08 Sep Elogio a la extravagancia
“De la piel para dentro empieza mi explosiva jurisdicción, y no merece llamarse sociedad civil aquella donde no cunda el derecho a la extravagancia” (Antonio Escohotado)
Hoy nos gustaría estimular la reflexión en torno a la extravagancia, aprovechando el genial artículo de Antonio Lucas en el pasado número 6 de “El Estado Mental”, esa inclasificable y multiplataforma revista-magazine. Reproducimos sólo un extracto, lo suficiente para romper algunos moldes y pensar un poco más libremente. La acertada cita de Escohotado es también parte del artículo. El derecho a la extravagancia (hoy relativamente en extinción o falsificación) no se lleva muy bien con el concepto de tolerancia, que es el modo en el que se ha terminado concretando en nuestra sociedad la forma de convivir con lo diferente (y siempre que no supere unos niveles concretos). Tolerancia resuena a “no me gusta, pero no me voy a oponer activamente”.
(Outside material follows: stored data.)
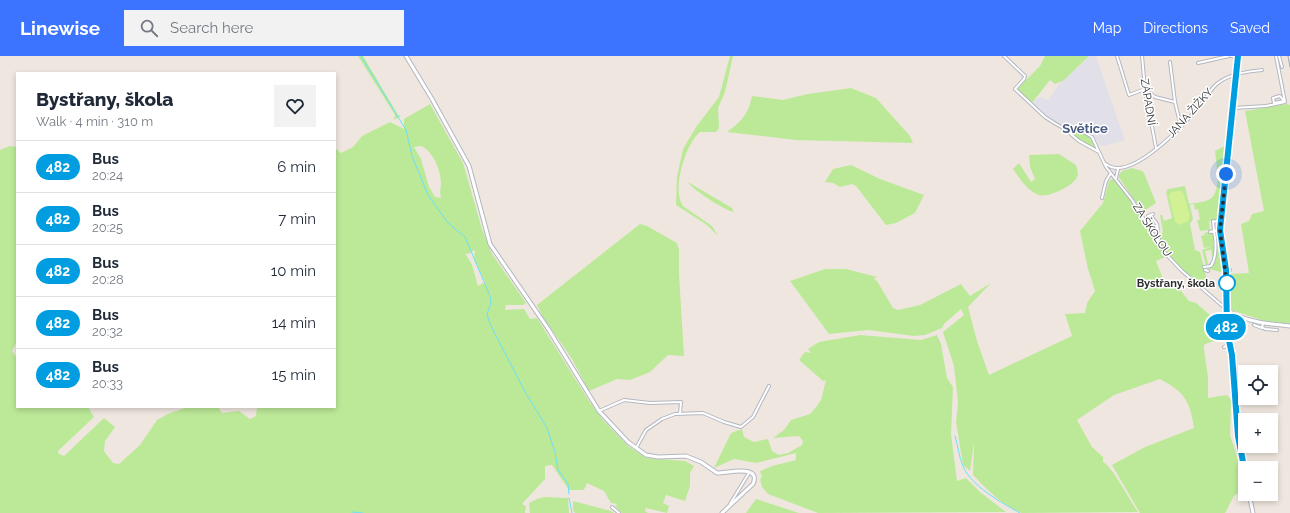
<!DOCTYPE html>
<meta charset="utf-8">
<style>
:root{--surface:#fff;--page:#f2f2f3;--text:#1f2937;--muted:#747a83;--line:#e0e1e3;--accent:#3c74ff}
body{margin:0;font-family:Raleway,sans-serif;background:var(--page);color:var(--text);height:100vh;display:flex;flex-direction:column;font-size:15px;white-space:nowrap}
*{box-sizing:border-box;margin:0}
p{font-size:13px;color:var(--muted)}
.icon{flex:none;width:22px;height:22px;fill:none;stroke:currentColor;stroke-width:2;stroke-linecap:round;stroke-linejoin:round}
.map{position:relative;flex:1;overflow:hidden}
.drawer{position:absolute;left:16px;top:16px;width:320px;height:336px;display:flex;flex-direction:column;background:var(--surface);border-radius:0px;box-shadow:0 2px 6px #0003}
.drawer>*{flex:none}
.badge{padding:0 8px;border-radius:13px;font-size:14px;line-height:26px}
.controls{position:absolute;left:1238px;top:309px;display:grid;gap:8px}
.controls a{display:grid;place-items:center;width:40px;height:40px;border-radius:0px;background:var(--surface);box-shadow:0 2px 6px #0003;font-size:20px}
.you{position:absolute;width:20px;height:20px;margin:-10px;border:3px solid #fff;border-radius:50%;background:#1a73e8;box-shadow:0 0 0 6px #1a73e833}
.map>.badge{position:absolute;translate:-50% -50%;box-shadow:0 0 0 2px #fff}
.round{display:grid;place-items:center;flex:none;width:42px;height:42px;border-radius:0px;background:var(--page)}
.summary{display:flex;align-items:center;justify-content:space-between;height:68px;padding:0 20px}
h1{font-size:19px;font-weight:800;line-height:30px}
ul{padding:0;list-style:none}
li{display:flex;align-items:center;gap:12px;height:52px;padding:0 20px;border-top:1px solid var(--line)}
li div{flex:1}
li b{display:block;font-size:15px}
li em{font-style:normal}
li .badge{min-width:44px;font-weight:700;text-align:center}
header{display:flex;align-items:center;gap:24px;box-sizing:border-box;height:56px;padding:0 20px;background:var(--accent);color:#fff}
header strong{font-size:19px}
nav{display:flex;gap:22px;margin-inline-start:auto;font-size:14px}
.search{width:280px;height:36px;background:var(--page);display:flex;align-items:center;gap:10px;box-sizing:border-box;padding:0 14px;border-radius:0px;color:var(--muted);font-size:15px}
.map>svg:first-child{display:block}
</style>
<header>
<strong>Linewise</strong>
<div class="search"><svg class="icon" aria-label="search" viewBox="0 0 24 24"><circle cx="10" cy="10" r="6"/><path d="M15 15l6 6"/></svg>Search here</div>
<nav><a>Map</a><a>Directions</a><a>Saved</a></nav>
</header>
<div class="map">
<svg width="1290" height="457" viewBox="0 0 1290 457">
<rect width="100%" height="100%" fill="#efe7df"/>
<path fill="#e1e0e8" d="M1089 0H1096L1124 82V84L1108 89 1101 90 1092 78 1076 70H1063L1048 62 1032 47 1039 41 1048 44 1062 24 1080 10Z"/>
<path fill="#bce998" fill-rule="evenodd" d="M358 0H363L366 5 398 59 401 60 394 64 395 59Z
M730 0H733L725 36 718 52 719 72 716 76H700C686 87 671 134 683 150L712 170 718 180 707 169 676 149 677 121 683 93 696 71 719 41Z
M1045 0H1089L1064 24 1055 28 1050 24 1032 47 1017 33 1040 10Z
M851 32 876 42 910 80 913 87 796 84 727 76C741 66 749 57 752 40L783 44 808 38Z
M430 48 463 107 482 173 492 198 526 247 523 249H506L505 254 524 253 530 263 537 262 589 345 603 364 628 390 646 402 685 405 694 410 690 417V430L685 445 666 439 663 447 669 450 667 457 646 452 645 455 648 457H622L615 450 618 448 611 447 604 435 587 427 584 434H569L552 409 545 410V423L522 448 526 450 525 457H0V94L10 90 17 91V285L12 295 17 302V351H88L94 361 58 395 59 398 64 400 104 362 115 371 105 385 104 395 113 407 119 408 140 389 157 364 168 358 188 351H218L222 357 239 355 250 363 256 360 257 351H335V92L341 97 353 91 362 80 390 66 404 73V63ZM421 90C433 95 440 113 441 126 441 132 439 136 441 142L435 141 429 131 421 103 414 91ZM475 194 474 204 485 226 478 230 472 209 465 197 468 198Z
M1287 48 1290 49V268L1265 265 1231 254 1230 218 1249 217 1241 168 1249 165 1252 158 1264 155 1245 55Z
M1069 74C1084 75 1091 80 1098 93L1079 84Z
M1226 74 1229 75 1218 173H1216V165H1209L1210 174 1200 175 1197 164H1200L1198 153 1195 154 1194 148 1190 149 1193 163 1190 168 1195 194 1200 196 1206 220 1205 236 1170 202 1157 185H1160V180L1163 176 1160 159H1162L1164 165 1172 162 1166 136 1168 133 1185 130 1189 148C1196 147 1205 146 1210 143 1222 136 1216 107 1215 95L1225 90Z
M1059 98 1076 109C1077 113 1079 118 1077 121 1074 130 1048 142 1039 139 1027 135 1020 123 1013 113L1019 107 1031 126 1035 123 1030 111 1029 99Z
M851 109 880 123 924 139 915 157 896 167 886 169 856 130 852 128 840 131 833 127 825 126 833 113Z
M1132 112 1142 115 1144 117 1156 147 1144 155 1141 154 1118 120 1122 115Z
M1114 122 1132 145 1167 200 1156 205 1165 228 1173 225 1189 245 1196 247 1223 270C1222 289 1217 282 1204 289V294L1208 321V342L1227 339 1231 344 1230 379 1239 408 1243 430 1242 434 1234 440 1225 457H1140L1112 409 1145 391 1194 372C1190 344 1184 336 1160 323L1114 339 1077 364 1092 391 1103 401V406C1112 410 1131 446 1138 456L1022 457C1001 449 988 434 973 419L974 386 970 415 963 409 956 366 958 346 954 310 943 276 964 259 961 253 944 268 942 272 925 279 914 280 868 274 829 278 790 225 825 213H846L877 221 874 223 877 225 893 252 898 254 920 249 961 228 970 240 991 227 968 251 977 285 989 319 1072 280 1065 258 1085 257 1087 247 1095 235 1088 213 1080 175 1103 147 1109 125Z
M688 126 732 152 734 156C726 155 691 133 688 126Z
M640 168 647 170 677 187 679 194V218L684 300 668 299 650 316 630 324 617 323 589 335 572 303 543 261 537 249Z
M1206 176 1214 177 1213 190 1215 191C1213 197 1215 205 1209 210V207L1213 206 1211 194 1205 195 1208 207 1206 210 1202 194 1211 191 1204 192 1201 180 1210 178 1203 179Z
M1218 176 1225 216 1224 217 1206 212 1211 211 1214 207 1215 177Z
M860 279 921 284 937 279 941 288 947 322 953 331 951 378 957 425 966 422 980 436 1006 456 818 457 768 438 762 431 760 423 762 421 760 415 772 410 796 404V397L756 407 734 403 714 412 731 377 742 373 744 381 754 386 768 383 772 395 779 399 788 397 802 389 803 385 799 380 773 382 784 374 791 364 810 358 817 350 821 344 826 324 823 325 799 304 805 296 811 297 808 293 819 286Z
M544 441 568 442 569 457H530L529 447 537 443Z
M756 443 799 457H746Z
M573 445 611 455 614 457H575L573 454Z"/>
<path fill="#d2f094" d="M1177 135H1182L1184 139 1190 161 1187 166 1179 169 1175 166 1169 140 1171 136Z"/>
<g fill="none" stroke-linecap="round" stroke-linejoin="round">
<path stroke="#6ce0f7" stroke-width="1" d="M361 0 406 74 412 100 428 139 448 167 465 181 490 240 491 247 487 258 490 268 524 334 547 372 555 396 558 414 568 428 569 438
M955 380C958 390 959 401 963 410 971 430 1002 447 1020 457
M569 442 572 457
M352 456 363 457"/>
<defs>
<path id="street" d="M1004 0 1025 20 1024 23 1015 33 1045 61 1056 68 1065 73 1081 74 1092 81 1106 111 1132 144 1165 197 1182 215 1226 253
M1117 0 1129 39 1145 33 1155 41 1175 46
M1142 0 1145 33 1156 92
M1231 0 1238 1
M1279 0 1282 11
M1170 6 1175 46 1181 71
M1198 7 1229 0
M1280 40 1284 45 1274 47 1273 42Z
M1233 52 1266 50 1285 46 1276 0
M1066 74 1079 85 1099 96
M1106 108C1130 128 1187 66 1201 48 1207 41 1211 32 1218 27 1231 17 1247 16 1262 14
M1116 122 1118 113
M1102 142 1106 125 1111 117
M1148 160 1153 158
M1151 160 1157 168 1159 183 1157 185
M1213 165 1214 175 1220 174
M1213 166 1221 164
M1204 211 1211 210C1217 201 1216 185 1214 175L1210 176
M1205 214 1208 215
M1226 214H1230
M1254 269 1262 272 1263 267
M1262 271 1265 273 1277 274
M1224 291 1229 289
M599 355 624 344 650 347 681 346 680 358
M636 392 646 374 662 363 675 358 703 357 724 366 741 371 753 361 769 330
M730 448 749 417
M612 451 619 457"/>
<path id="secondary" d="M406 0 432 43 469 110 490 188 549 274 599 355 628 386 646 399 658 401 686 400 701 406 717 417C724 418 762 407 753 428L722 457
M1238 0 1220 174 1226 215V272L1232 299 1238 380 1245 416
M1227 254C1246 266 1268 268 1290 270
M1249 438 1253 457"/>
</defs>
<use href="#street" stroke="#b3b7c1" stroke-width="4"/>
<use href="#secondary" stroke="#b3b7c1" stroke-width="5"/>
<use href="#street" stroke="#fff" stroke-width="2"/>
<use href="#secondary" stroke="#fff" stroke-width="3"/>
<path stroke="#a1a7b8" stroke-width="1" d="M1288 0 1290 11"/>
</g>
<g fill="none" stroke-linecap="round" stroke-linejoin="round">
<defs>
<path id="line" d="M1238 0 1220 174 1226 214 1227 275 1232 299 1238 380 1245 416"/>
</defs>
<use href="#line" stroke="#fff" stroke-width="9"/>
<use href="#line" stroke="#009ee0" stroke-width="6"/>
<path stroke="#2d2d2d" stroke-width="4" stroke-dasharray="0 7.2" d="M1226 118 1220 174 1227 229V227"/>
</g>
<circle fill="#fff" stroke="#009ee0" stroke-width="2" cx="1227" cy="227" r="8"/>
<g text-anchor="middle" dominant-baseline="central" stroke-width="3" stroke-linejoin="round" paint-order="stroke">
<g font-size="11" fill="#2d2d2d" stroke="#fff">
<text transform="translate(1148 46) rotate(81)">ZÁPADNÍ</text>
<text transform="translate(1190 57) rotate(-48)">JANA ŽIŽKY</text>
<text transform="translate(1152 174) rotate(57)">ZA ŠKOLOU</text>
</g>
<g font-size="11" font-weight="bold" fill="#2d2d2d" stroke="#fff" text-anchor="end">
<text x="1215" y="227">Bystřany, škola</text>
</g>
<g font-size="13" font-weight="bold" fill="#495982" stroke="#fff">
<text x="1085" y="72">Světice</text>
</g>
</g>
</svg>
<div class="controls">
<a><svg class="icon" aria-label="locate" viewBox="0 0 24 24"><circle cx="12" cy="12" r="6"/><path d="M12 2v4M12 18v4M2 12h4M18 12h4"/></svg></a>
<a>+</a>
<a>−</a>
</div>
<div class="you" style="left:1226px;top:118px"></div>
<b class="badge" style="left:1226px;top:271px;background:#009ee0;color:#fff">482</b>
<section class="drawer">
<div class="summary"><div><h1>Bystřany, škola</h1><p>Walk · 4 min · 310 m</p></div><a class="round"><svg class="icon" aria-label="heart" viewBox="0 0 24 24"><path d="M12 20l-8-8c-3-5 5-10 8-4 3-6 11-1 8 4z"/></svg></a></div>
<ul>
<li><span class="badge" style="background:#009ee0;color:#fff">482</span><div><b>Bus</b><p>20:24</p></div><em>6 min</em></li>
<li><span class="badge" style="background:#009ee0;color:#fff">482</span><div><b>Bus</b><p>20:25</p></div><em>7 min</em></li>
<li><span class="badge" style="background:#009ee0;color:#fff">482</span><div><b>Bus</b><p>20:28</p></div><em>10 min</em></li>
<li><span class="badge" style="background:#009ee0;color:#fff">482</span><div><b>Bus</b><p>20:32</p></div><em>14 min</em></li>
<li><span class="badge" style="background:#009ee0;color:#fff">482</span><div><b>Bus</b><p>20:33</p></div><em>15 min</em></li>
</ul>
</section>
</div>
Contextualicemos un poco más antes de seguir. Atendiendo a la definición de la RAE vemos:
extravagante
(Del b. lat. extravăgans, -antis, part. act. de extravagāri).
1. adj. Que se hace o dice fuera del orden o común modo de obrar.
2. adj. Raro, extraño, desacostumbrado, excesivamente peculiar u original.
3. adj. Que habla, viste o procede así. U. t. c. s.
4. adj. Se dice de la correspondencia que recibe de tránsito una administración de correos, con destino a otras poblaciones.
5. m. ant. Escribano que no era de número ni tenía asiento fijo en ningún pueblo, juzgado o tribunal.
6. (Por estar fuera del cuerpo canónico). f. Cada una de las constituciones pontificias que se hallan recogidas y puestas al fin del cuerpo del derecho canónico, después de los cinco libros de las Decretales y Clementinas.
Con lo cual, “extravagancia” no tiene porqué tener connotaciones negativas. Más bien tiene relación con lo original, auténtico por tanto, incluso novedoso muchas veces también. Y siempre en relación a algo ya dado o al menos vigente…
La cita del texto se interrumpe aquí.